AIM OF THE TASK » Scan the data that follows and count the lines with the string "bounding"; answer with the count alone.

Records from a dataset »

▼

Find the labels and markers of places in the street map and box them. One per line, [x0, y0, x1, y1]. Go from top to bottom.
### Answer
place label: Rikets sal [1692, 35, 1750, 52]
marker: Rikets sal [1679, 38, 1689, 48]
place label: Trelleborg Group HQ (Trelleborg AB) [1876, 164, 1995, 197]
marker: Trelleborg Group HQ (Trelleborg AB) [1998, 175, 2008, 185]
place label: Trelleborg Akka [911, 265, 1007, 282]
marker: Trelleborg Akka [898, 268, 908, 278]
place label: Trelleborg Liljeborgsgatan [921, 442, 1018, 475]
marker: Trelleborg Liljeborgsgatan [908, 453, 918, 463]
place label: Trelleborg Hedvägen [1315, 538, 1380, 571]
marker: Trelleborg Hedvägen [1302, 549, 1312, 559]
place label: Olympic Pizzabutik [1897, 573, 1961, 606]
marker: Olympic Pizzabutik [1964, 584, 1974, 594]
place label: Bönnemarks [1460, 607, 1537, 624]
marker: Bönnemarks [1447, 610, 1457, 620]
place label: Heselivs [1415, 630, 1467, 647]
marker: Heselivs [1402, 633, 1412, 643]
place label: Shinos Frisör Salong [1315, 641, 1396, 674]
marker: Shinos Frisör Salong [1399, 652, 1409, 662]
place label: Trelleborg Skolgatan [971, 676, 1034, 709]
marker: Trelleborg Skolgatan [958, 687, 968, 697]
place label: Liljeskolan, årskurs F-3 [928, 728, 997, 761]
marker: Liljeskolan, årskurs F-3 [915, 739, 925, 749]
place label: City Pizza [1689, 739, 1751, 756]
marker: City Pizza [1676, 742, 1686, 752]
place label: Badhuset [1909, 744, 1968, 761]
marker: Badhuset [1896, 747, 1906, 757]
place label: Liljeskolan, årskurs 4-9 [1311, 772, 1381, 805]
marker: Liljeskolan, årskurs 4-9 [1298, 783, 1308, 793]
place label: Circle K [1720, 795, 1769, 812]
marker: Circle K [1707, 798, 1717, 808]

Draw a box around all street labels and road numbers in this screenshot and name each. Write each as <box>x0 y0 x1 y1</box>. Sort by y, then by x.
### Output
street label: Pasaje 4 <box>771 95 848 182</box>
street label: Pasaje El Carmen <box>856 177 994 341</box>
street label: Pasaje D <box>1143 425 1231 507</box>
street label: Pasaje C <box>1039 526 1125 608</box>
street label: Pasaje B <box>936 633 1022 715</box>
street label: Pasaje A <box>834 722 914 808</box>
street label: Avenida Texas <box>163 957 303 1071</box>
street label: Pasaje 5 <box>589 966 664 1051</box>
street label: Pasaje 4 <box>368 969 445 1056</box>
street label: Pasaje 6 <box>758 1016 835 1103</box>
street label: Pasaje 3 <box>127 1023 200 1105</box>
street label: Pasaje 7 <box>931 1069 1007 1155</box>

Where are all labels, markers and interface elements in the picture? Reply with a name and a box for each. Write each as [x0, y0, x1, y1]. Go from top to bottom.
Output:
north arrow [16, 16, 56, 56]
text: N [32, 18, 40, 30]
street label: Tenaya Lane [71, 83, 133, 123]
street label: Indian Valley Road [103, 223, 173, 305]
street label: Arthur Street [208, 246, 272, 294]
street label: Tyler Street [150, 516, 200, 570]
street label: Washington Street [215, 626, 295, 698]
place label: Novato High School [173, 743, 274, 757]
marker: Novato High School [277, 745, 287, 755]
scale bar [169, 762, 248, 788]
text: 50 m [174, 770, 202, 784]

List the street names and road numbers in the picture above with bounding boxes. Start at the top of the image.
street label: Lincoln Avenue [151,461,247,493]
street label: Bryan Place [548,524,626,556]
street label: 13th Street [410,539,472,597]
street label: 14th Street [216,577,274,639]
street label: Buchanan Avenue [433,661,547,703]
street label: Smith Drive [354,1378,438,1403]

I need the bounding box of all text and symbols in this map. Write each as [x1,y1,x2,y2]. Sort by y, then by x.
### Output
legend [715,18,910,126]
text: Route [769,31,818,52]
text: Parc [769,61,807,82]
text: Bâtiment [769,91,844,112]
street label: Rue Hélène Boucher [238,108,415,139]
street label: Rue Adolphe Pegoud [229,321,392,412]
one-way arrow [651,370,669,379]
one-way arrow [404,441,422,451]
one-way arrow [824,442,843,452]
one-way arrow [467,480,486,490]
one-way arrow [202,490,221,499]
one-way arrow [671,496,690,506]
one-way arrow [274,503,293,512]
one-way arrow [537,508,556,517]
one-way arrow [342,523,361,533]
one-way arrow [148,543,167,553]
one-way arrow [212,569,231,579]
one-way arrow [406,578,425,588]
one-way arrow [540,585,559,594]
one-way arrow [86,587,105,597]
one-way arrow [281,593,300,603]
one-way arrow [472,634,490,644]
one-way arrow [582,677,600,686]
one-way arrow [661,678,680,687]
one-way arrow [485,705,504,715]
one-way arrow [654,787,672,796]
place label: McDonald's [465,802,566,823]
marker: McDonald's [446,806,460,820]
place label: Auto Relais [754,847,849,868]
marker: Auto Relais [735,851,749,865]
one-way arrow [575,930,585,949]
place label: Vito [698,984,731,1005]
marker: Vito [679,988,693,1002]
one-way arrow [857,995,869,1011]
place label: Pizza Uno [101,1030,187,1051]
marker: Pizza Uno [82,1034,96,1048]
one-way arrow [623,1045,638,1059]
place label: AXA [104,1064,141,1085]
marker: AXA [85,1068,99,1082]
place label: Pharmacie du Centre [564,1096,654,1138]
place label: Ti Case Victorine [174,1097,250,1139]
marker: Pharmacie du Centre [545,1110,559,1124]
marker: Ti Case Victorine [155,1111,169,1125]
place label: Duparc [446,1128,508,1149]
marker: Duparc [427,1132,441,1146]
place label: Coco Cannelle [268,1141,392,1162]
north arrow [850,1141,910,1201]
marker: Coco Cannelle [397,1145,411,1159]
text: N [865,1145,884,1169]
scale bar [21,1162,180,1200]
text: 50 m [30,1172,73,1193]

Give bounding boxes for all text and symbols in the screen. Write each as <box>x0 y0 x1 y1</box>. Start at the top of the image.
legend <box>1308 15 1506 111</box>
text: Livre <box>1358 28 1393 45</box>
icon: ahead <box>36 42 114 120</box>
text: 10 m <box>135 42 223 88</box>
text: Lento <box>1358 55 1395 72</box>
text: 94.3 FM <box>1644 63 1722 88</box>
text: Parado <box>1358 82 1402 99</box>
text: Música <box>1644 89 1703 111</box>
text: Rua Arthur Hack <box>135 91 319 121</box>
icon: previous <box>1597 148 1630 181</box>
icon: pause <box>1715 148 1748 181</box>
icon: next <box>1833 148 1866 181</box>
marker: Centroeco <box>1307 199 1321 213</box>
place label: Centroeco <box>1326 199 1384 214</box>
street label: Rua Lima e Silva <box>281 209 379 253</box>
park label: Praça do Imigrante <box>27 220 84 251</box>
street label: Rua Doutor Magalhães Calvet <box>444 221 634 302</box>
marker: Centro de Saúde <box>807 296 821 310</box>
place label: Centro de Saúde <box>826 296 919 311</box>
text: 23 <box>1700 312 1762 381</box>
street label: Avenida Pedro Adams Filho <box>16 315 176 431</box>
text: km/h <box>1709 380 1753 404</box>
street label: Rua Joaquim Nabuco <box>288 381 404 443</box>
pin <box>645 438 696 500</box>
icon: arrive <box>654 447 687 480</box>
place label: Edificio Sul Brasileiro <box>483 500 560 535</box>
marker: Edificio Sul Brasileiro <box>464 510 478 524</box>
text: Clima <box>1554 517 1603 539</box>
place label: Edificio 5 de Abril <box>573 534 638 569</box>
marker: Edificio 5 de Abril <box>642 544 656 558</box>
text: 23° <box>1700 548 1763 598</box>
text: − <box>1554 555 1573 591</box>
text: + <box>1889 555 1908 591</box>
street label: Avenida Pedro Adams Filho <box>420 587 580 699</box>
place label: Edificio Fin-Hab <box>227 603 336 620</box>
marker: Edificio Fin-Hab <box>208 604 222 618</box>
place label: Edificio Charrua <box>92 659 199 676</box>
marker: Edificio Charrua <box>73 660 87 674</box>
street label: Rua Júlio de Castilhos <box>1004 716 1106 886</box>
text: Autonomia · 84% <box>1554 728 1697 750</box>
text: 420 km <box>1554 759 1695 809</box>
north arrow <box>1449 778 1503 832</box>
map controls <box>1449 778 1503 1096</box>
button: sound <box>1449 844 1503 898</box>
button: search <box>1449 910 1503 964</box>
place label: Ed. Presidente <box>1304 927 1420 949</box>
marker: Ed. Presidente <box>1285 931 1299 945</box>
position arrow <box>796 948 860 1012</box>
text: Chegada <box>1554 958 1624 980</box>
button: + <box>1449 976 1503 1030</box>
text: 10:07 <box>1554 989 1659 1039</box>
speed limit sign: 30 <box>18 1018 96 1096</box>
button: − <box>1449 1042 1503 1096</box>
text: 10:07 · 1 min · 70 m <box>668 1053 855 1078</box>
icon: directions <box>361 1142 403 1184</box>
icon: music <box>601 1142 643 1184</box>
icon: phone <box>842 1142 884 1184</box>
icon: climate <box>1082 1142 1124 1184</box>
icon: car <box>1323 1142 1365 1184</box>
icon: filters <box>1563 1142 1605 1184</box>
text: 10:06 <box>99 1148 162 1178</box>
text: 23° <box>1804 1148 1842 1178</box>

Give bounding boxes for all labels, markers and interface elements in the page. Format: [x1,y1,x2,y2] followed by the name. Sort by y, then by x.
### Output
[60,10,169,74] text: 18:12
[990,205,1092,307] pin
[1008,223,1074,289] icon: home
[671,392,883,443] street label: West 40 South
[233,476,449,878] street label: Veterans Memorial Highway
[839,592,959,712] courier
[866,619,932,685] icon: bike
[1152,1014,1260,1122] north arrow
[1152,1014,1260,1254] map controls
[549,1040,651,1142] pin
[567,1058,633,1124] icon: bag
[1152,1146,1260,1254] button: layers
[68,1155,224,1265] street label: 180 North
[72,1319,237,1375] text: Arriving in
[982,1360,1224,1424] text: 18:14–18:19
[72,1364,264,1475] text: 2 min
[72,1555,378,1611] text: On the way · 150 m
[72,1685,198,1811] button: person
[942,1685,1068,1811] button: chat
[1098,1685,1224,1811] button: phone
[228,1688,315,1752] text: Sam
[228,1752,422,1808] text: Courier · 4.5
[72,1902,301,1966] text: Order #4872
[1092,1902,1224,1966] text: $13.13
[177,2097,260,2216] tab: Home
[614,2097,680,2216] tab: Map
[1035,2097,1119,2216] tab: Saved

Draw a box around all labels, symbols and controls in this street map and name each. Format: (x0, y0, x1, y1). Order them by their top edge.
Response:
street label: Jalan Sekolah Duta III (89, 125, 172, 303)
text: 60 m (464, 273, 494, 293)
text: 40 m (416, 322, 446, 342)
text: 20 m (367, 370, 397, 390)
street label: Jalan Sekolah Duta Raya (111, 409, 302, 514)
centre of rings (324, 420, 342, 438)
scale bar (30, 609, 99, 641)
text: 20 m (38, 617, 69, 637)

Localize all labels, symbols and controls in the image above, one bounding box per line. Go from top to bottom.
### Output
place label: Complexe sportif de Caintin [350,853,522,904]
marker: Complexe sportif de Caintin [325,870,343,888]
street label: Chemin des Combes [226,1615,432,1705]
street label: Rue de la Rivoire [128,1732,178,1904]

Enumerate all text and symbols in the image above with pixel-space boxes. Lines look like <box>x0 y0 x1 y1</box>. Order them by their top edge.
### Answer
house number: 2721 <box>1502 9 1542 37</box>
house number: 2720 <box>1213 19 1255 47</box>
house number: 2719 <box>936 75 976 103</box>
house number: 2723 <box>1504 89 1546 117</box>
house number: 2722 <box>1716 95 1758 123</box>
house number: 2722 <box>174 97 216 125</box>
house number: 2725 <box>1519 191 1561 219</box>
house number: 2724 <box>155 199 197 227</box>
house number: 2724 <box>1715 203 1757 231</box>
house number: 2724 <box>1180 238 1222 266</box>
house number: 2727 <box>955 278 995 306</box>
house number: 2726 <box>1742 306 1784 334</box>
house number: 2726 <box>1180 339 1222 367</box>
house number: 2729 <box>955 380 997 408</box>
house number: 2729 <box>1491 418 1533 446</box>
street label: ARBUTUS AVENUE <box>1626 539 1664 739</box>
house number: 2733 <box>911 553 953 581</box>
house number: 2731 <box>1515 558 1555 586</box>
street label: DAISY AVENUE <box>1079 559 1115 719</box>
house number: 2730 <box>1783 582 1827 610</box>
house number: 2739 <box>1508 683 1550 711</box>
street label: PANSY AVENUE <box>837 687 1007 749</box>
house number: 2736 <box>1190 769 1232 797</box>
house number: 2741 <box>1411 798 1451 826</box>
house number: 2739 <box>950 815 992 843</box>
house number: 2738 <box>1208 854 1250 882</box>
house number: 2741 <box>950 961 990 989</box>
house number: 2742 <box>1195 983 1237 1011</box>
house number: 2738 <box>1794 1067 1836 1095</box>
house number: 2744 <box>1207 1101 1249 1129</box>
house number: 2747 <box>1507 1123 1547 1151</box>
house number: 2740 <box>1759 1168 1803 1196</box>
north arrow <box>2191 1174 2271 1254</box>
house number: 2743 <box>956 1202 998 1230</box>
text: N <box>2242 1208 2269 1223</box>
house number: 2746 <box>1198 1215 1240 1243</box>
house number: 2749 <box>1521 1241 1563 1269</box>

▲

TASK RESULT » 5